De Python-voorbeeld-app maakt gebruik van het pakket azure.identity en de DefaultAzureCredential bijbehorende klasse. Wanneer de app wordt uitgevoerd in Azure, DefaultAzureCredential detecteert u automatisch of er een beheerde identiteit bestaat voor de App Service. Als dat het geval is, wordt deze gebruikt voor toegang tot andere Azure-resources (opslag en PostgreSQL in dit geval). U hoeft geen opslagsleutels, certificaten of referenties voor de App Service op te geven voor toegang tot deze resources.

  1. Blader naar de geïmplementeerde toepassing op de URL http://$APP_SERVICE_NAME.azurewebsites.net.

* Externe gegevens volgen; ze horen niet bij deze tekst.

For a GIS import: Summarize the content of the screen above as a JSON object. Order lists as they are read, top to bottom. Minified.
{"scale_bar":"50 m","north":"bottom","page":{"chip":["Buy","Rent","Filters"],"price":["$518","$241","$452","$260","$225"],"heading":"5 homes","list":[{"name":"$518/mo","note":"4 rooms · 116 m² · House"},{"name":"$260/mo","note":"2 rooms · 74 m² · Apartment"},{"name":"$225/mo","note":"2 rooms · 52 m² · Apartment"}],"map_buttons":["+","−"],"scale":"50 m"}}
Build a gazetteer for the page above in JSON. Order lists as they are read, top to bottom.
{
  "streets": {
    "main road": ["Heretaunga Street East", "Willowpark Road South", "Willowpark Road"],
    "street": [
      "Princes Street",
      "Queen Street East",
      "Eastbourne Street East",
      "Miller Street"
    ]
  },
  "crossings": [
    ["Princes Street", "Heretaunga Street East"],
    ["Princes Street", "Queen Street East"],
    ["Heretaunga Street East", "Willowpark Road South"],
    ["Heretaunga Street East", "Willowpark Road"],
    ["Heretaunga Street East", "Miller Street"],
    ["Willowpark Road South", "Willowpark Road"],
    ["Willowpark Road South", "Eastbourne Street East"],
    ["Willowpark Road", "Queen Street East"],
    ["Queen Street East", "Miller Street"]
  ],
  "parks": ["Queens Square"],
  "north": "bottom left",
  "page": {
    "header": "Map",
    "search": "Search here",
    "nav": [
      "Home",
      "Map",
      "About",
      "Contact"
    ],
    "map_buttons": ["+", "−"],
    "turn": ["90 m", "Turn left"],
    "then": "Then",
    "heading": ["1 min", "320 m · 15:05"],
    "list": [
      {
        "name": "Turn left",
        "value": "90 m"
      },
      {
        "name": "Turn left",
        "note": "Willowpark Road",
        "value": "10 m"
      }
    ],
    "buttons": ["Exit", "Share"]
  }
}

    Het kan een paar minuten duren voordat de app is gestart. Als u een standaard-app-pagina ziet die niet de standaardpagina van de voorbeeld-app is, wacht u even en vernieuwt u de browser.

  2. Test de functionaliteit van de voorbeeld-app door een restaurant en enkele beoordelingen met foto's voor het restaurant toe te voegen.

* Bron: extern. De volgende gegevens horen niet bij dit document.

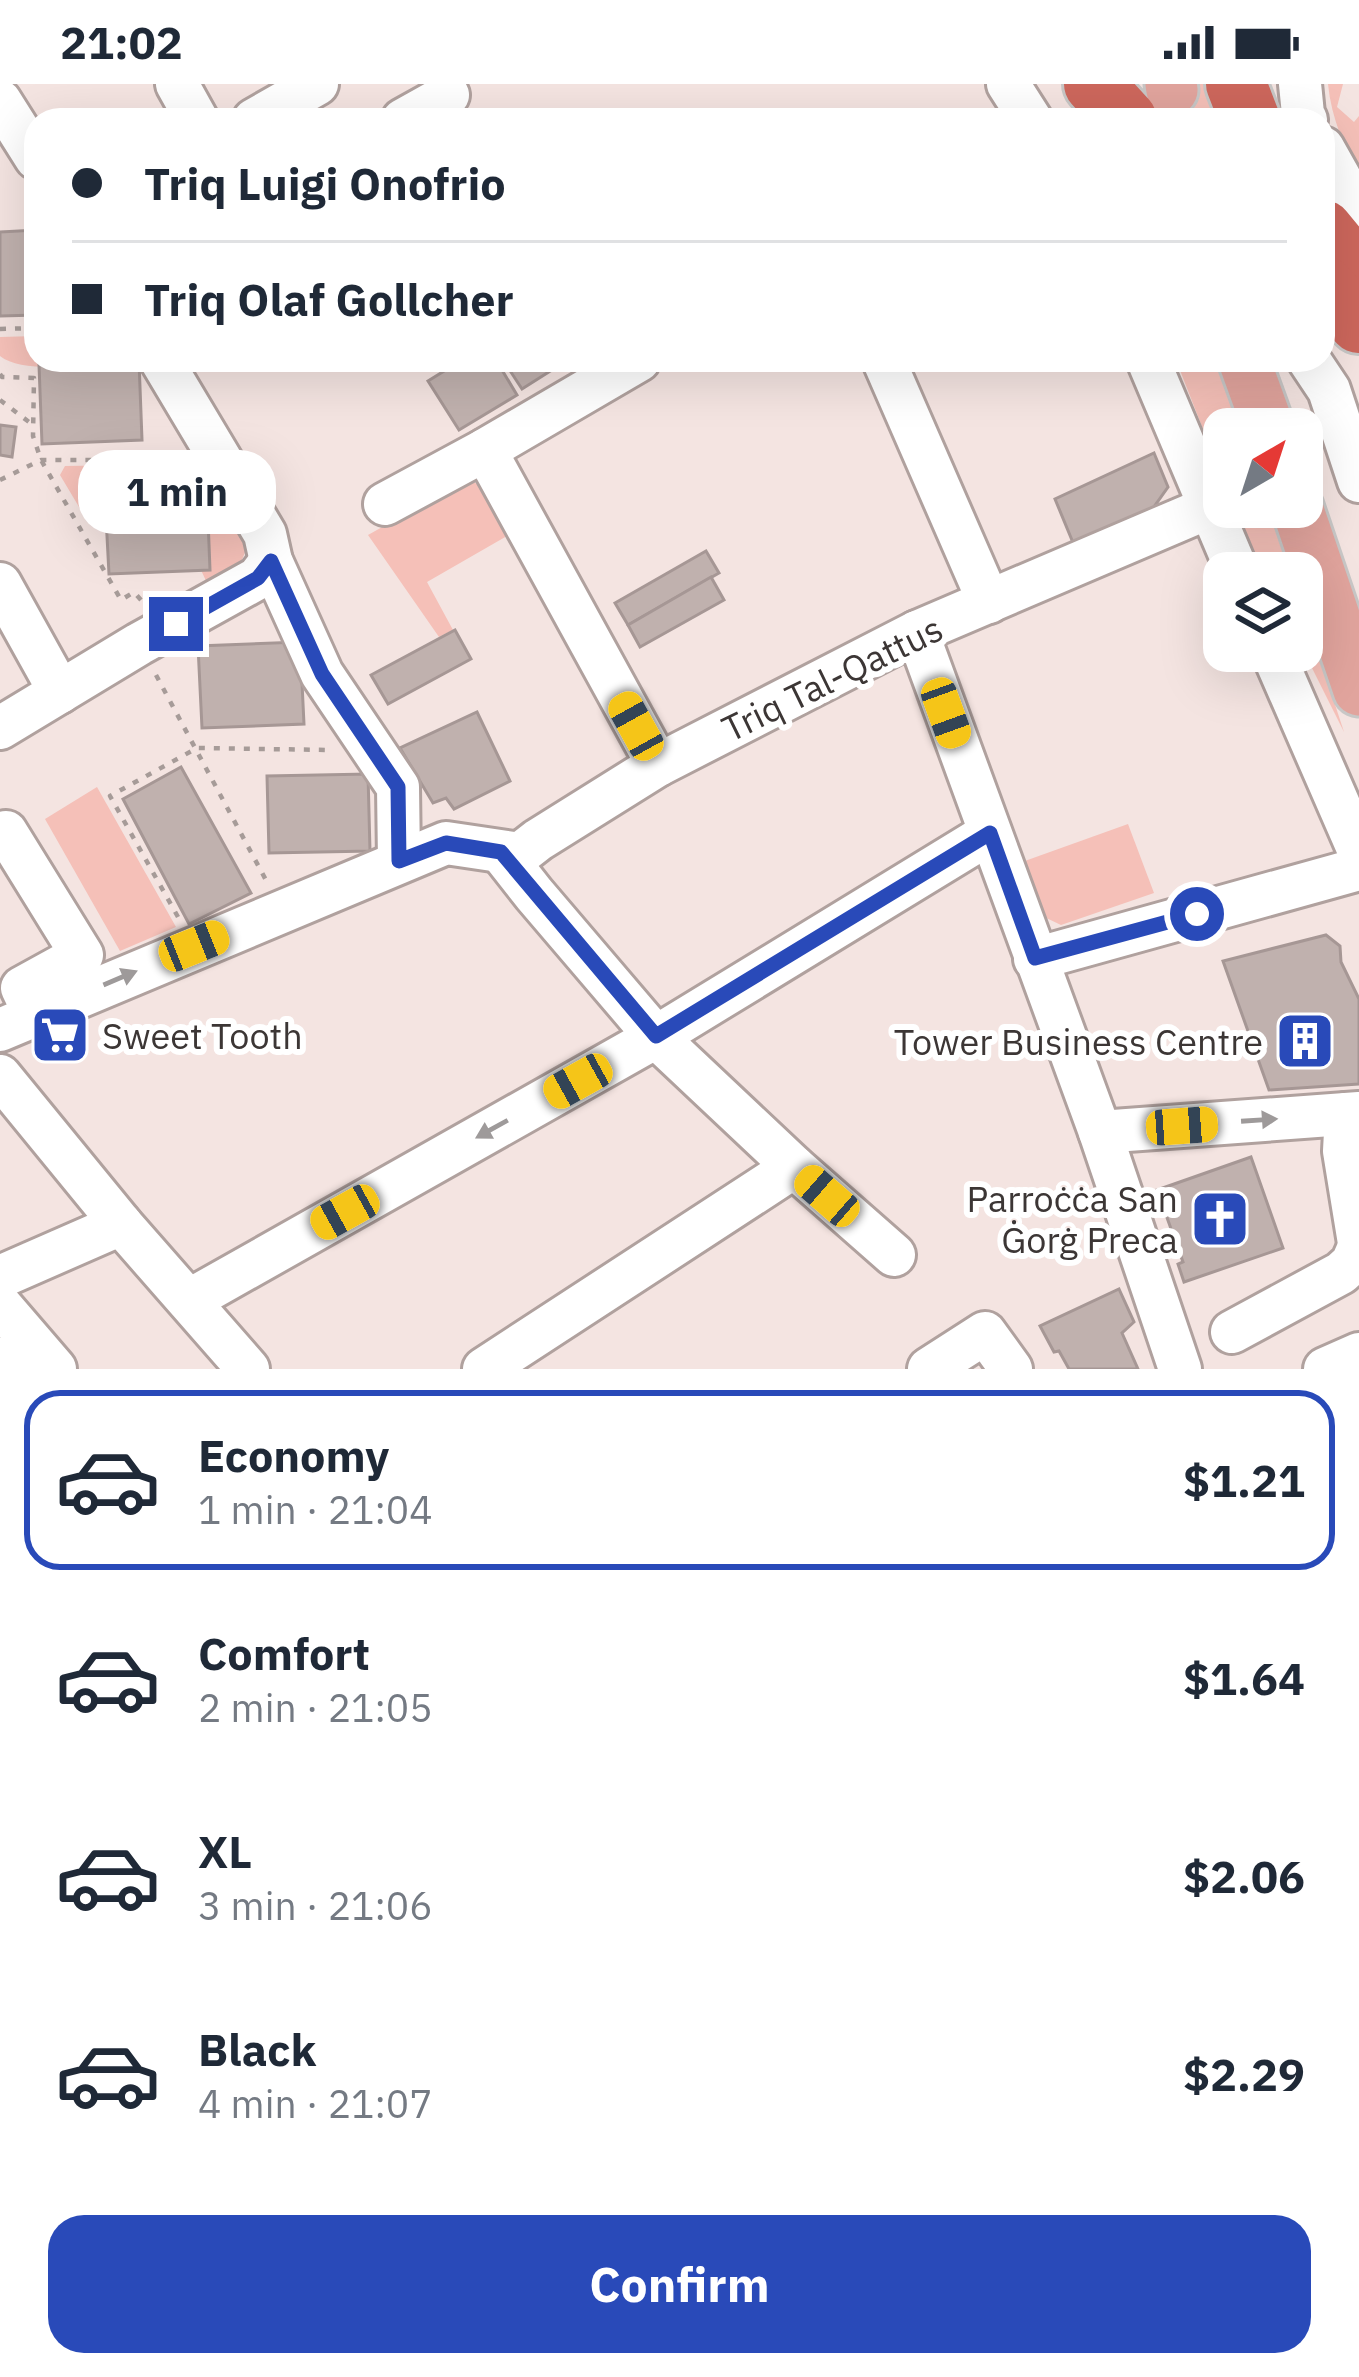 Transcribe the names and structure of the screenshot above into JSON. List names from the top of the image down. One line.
{"streets":{"street":["Triq Tal-Qattus"]},"places":{"supermarket":["Sweet Tooth"],"building":["Tower Business Centre"],"church":["Parroċċa San Ġorġ Preca"]},"north":"top right","page":{"status":"21:02","banner":["Triq Luigi Onofrio","Triq Olaf Gollcher"],"bubble":"1 min","list":[{"name":"Economy","note":"1 min · 21:04","value":"$1.21"},{"name":"Comfort","note":"2 min · 21:05","value":"$1.64"},{"name":"XL","note":"3 min · 21:06","value":"$2.06"},{"name":"Black","note":"4 min · 21:07","value":"$2.29"}],"buttons":"Confirm"}}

    Het restaurant en de controlegegevens worden opgeslagen in Azure Database for PostgreSQL en de foto's worden opgeslagen in Azure Storage. Hier volgt een voorbeeldschermopname:

    Schermopname van de voorbeeld-app met de functionaliteit van restaurantbeoordeling met behulp van Azure-app Service, Azure PostgreSQL Database en Azure Storage.

Opschonen

In deze zelfstudie zijn alle Azure-resources gemaakt in dezelfde resourcegroep. Als u de resourcegroep verwijdert, worden met de opdracht az group delete alle resources in de resourcegroep verwijderd en is dit de snelste manier om alle Azure-resources te verwijderen die voor uw app worden gebruikt.

az group delete  --name $RESOURCE_GROUP_NAME 

U kunt desgewenst het --no-wait argument toevoegen zodat de opdracht kan worden geretourneerd voordat de bewerking is voltooid.